• _WORK REQUIRED_: Exactly as given, reproduce the records in full.

::: MATERIAL FOR THIS TASK :::

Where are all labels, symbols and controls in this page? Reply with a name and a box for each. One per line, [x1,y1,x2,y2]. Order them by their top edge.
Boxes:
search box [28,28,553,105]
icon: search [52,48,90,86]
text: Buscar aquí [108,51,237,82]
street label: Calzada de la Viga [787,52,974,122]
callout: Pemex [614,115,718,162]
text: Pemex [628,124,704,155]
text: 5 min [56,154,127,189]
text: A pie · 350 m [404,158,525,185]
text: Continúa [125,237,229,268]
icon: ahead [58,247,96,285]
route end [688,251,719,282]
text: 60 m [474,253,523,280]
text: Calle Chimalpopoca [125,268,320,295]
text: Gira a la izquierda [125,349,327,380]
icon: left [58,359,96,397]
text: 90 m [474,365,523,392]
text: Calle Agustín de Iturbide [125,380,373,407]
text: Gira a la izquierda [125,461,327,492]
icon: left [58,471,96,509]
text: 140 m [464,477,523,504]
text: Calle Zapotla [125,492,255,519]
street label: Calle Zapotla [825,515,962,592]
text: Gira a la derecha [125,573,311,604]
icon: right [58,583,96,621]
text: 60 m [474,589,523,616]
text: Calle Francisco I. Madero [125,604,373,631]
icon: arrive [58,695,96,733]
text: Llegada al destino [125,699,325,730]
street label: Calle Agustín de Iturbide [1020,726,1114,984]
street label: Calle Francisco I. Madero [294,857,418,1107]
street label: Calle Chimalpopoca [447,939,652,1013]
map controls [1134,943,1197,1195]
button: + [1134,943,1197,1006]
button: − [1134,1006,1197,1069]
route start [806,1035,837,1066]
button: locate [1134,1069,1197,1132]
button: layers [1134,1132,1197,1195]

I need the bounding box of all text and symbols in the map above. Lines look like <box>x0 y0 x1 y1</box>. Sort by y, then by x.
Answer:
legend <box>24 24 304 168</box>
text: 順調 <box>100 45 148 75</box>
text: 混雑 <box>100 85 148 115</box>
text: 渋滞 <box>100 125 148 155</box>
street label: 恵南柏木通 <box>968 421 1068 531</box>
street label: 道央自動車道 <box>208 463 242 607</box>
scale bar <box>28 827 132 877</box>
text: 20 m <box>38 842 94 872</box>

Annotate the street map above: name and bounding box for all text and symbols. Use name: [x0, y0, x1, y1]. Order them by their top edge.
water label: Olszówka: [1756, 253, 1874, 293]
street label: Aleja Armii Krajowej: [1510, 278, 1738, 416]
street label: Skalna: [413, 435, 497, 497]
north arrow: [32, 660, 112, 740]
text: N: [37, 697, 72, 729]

:::

• _RESPONSE TO THIS EXERCISE_:
Where are all labels, symbols and controls in this page? Reply with a name and a box for each. One per line, [x1,y1,x2,y2]. Order them by their top edge.
Boxes:
search box [28,28,553,105]
icon: search [52,48,90,86]
text: Buscar aquí [108,51,237,82]
street label: Calzada de la Viga [787,52,974,122]
callout: Pemex [614,115,718,162]
text: Pemex [628,124,704,155]
text: 5 min [56,154,127,189]
text: A pie · 350 m [404,158,525,185]
text: Continúa [125,237,229,268]
icon: ahead [58,247,96,285]
route end [688,251,719,282]
text: 60 m [474,253,523,280]
text: Calle Chimalpopoca [125,268,320,295]
text: Gira a la izquierda [125,349,327,380]
icon: left [58,359,96,397]
text: 90 m [474,365,523,392]
text: Calle Agustín de Iturbide [125,380,373,407]
text: Gira a la izquierda [125,461,327,492]
icon: left [58,471,96,509]
text: 140 m [464,477,523,504]
text: Calle Zapotla [125,492,255,519]
street label: Calle Zapotla [825,515,962,592]
text: Gira a la derecha [125,573,311,604]
icon: right [58,583,96,621]
text: 60 m [474,589,523,616]
text: Calle Francisco I. Madero [125,604,373,631]
icon: arrive [58,695,96,733]
text: Llegada al destino [125,699,325,730]
street label: Calle Agustín de Iturbide [1020,726,1114,984]
street label: Calle Francisco I. Madero [294,857,418,1107]
street label: Calle Chimalpopoca [447,939,652,1013]
map controls [1134,943,1197,1195]
button: + [1134,943,1197,1006]
button: − [1134,1006,1197,1069]
route start [806,1035,837,1066]
button: locate [1134,1069,1197,1132]
button: layers [1134,1132,1197,1195]

I need the bounding box of all text and symbols in the map above. Lines look like <box>x0 y0 x1 y1</box>. Sort by y, then by x.
Answer:
legend <box>24 24 304 168</box>
text: 順調 <box>100 45 148 75</box>
text: 混雑 <box>100 85 148 115</box>
text: 渋滞 <box>100 125 148 155</box>
street label: 恵南柏木通 <box>968 421 1068 531</box>
street label: 道央自動車道 <box>208 463 242 607</box>
scale bar <box>28 827 132 877</box>
text: 20 m <box>38 842 94 872</box>

Annotate the street map above: name and bounding box for all text and symbols. Use name: [x0, y0, x1, y1]. Order them by their top edge.
water label: Olszówka: [1756, 253, 1874, 293]
street label: Aleja Armii Krajowej: [1510, 278, 1738, 416]
street label: Skalna: [413, 435, 497, 497]
north arrow: [32, 660, 112, 740]
text: N: [37, 697, 72, 729]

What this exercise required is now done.